According to a story in the online version of the Oshkosh Northwestern, despite the $60 million dollar project sinking in Oshkosh, Doig insists it will be built somewhere, and in the manner he and his Florida real estate investment broker/partner believe to be the norm – evidently with a community ponying up millions of dollars in assistance and the project proceeding forward with a developer’s agreement in hand first, before a commitment of any up-front financing, including the absence of any investor equity. I wish him luck; he's going to need it, because those expectations are both unrealistic and ridiculous, unless you're dealing with a community which is completely naive and totally desperate.

The article says Doig continues to believe that “the Oshkosh Common Council and city Redevelopment Authority continuously received one-sided information from the city that never opened their eyes to what he considers the reality of the condominium-hotel market.” If anyone’s eyes are closed I think it’s Mr. Doig’s. Clearly, this man either continues to be in denial about redevelopment projects or he simply has not been around too many communities to see how things are done.

A quick Internet search will enlighten him to the way most, if not all, communities approach redevelopment projects. Moreover, he will also find that many such projects are done without the benefit of any public funding. Here Mr. Doig stood to receive about $16 million from us – had he been able to hold up his end of the bargain.

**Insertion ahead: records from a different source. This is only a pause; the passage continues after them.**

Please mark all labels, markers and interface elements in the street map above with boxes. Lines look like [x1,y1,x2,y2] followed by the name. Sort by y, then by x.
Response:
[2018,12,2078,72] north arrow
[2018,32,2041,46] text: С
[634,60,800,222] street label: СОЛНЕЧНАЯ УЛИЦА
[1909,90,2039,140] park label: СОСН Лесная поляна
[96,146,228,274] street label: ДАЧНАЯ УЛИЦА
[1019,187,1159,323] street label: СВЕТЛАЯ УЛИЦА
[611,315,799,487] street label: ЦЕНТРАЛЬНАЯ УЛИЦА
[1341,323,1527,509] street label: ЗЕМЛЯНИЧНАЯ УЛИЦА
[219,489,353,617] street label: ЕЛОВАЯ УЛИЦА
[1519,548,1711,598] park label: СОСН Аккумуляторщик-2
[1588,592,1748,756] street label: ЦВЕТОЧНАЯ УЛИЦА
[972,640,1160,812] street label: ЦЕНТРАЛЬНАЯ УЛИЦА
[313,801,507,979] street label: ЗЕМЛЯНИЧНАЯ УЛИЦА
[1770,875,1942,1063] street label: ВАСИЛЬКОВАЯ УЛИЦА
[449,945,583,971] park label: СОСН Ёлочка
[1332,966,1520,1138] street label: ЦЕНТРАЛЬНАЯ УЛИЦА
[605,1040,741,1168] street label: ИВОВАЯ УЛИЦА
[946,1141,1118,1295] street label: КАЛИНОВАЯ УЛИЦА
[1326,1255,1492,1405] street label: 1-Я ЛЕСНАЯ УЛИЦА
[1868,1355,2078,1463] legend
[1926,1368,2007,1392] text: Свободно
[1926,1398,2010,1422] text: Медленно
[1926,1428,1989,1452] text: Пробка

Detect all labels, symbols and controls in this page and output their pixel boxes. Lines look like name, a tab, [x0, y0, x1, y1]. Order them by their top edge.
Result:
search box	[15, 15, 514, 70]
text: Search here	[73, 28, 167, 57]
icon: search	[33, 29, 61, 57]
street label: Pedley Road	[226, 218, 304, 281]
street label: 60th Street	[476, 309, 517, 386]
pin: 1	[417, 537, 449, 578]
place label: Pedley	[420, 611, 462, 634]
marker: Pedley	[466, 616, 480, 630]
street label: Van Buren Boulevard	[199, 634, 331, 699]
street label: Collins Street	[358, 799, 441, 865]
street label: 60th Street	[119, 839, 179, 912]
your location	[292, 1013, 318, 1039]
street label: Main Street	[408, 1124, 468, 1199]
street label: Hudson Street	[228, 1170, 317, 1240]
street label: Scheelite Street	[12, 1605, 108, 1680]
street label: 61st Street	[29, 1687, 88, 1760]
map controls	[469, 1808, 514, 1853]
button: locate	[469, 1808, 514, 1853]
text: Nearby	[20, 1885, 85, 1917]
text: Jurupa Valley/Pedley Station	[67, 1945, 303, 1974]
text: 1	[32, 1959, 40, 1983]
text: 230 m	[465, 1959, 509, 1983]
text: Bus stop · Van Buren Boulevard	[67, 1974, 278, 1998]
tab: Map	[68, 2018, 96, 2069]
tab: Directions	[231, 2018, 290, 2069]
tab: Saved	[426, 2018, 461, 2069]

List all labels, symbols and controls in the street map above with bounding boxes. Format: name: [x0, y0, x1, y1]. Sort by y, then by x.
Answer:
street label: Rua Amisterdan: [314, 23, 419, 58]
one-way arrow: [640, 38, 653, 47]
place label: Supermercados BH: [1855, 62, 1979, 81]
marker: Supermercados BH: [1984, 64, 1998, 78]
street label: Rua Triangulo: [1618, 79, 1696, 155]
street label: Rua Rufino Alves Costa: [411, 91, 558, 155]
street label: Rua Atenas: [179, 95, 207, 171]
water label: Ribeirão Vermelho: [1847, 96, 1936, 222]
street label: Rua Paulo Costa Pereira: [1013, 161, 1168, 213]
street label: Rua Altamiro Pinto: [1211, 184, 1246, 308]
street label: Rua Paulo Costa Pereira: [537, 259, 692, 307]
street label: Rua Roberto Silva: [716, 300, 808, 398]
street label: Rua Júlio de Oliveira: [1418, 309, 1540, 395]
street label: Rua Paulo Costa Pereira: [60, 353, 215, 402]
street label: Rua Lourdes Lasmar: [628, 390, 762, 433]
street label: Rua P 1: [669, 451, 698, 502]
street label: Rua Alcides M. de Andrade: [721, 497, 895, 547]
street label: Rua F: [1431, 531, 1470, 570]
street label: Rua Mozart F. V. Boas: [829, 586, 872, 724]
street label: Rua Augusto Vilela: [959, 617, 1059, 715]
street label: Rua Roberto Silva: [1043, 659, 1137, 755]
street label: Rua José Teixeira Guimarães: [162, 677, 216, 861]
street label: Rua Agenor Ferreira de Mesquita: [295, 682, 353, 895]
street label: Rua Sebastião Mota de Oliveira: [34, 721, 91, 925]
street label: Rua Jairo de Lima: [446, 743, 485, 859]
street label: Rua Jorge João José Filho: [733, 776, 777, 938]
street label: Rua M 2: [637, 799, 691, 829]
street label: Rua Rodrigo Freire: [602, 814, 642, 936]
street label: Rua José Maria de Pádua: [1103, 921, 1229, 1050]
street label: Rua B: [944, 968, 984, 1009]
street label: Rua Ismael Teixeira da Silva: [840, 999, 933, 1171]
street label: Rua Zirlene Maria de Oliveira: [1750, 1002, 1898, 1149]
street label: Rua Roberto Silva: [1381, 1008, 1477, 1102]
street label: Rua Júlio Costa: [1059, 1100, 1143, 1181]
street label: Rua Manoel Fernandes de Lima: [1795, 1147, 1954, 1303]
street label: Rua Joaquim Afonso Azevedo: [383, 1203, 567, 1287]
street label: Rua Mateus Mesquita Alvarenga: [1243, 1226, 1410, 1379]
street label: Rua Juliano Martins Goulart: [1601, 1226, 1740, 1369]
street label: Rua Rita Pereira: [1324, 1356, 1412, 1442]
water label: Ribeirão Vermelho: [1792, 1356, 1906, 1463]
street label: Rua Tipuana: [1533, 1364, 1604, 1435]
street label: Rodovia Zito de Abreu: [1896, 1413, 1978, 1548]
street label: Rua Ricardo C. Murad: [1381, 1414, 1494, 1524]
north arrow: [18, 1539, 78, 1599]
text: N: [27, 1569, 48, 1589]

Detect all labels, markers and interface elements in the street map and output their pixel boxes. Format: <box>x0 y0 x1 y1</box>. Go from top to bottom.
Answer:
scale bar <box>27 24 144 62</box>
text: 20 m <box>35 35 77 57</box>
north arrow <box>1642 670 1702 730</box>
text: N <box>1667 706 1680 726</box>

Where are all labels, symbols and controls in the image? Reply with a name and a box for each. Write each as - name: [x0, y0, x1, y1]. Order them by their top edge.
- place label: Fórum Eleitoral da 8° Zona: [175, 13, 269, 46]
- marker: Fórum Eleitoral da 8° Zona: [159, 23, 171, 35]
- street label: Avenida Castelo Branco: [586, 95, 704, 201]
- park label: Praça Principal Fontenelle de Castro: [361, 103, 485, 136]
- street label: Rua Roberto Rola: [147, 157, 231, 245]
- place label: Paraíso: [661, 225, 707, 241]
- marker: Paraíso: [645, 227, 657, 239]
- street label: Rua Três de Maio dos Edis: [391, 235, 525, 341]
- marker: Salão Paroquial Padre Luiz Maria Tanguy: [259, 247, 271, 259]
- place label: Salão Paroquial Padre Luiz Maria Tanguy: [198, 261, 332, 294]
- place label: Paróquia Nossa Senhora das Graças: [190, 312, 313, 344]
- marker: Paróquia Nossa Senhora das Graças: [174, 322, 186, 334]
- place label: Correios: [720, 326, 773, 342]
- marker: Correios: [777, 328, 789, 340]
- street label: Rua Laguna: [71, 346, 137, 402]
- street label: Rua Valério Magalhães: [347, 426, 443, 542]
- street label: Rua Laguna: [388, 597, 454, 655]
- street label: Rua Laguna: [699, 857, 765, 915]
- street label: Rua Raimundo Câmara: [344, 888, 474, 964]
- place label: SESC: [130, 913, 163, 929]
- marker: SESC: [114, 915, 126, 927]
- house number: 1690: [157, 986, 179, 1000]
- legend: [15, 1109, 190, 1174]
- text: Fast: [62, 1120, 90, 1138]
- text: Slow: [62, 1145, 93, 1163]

As far as the council or RDA receiving only one-sided information, I have seen a lot of the exchanges between the different parties in this matter. If anything, things seemed to me to often lean too much in Mr. Doig’s favor, not the opposite. The reality of the situation is Doig couldn’t deliver on what he promised the city; he apparently couldn’t convince traditional lenders to “buy into” his concept; and when he found someone to finance a large chunk of his “personal dream,” he wouldn’t even be completely forthcoming with them by sharing the term sheet he had been given by the city, not just once, but twice. And as said in the past, if Doig truly felt the request for having up-front financing before a developer’s agreement was in place was so out of step with the rest of the banking and development world, why did he not speak up sooner than just one week ago?

As to the “reality of the condominium-hotel market,” all Mr. Doig needs to do is read real estate publications, local newspapers from a variety of communities, scan the Internet or follow the links presented in a number of blog sites on such ventures and he will see that the type of project he proposed, while it may have tremendous potential, must be done right in order to be successful. More and more facilities like what he proposed are failing. So what was so different about Five Rivers that it would not only succeed, but create an economic impact that was “beyond the wildest dreams” of the Oshkosh community?

Indeed, Mr. Doig should open his own eyes – or at least take off the rose-colored glasses covering them – and be more realistic in his approach to such a project in the future. Along with that he should be honest with all those involved and include ALL partners, including the public partners who often may be unwitting ones. And above everything else, Mr. Doig might want to resign himself to the fact that just as information about his rebuffed project in Gladstone, Mich. followed him here, the last two years of his dealings in Oshkosh will follow him elsewhere. And in this age of the Internet, instant media, community journalism and public blogging, don’t think the next community will have to search very long or hard to find out what went wrong here.

- Cheryl Hentz

P.S. The episode of Eye on Oshkosh currently running features Oshkosh Common Councilor Bryan Bain in a discussion about the Five Rivers Resort project. Despite the fact that this project is, for all intents and purposes, dead, the information shared during the discussion is interesting and still worth checking out. I suspect the project will be officially dead when the council votes on the resolution Tuesday evening to formally rescind the term sheet offered to developer Tom Doig and start looking for new development ideas. Bain is also asking for the public's input about new development ideas for the property along the Fox River previously earmarked for Five Rivers. Visit his blog here and give him your thoughts; or just read his and others' comments to see what they're thinking.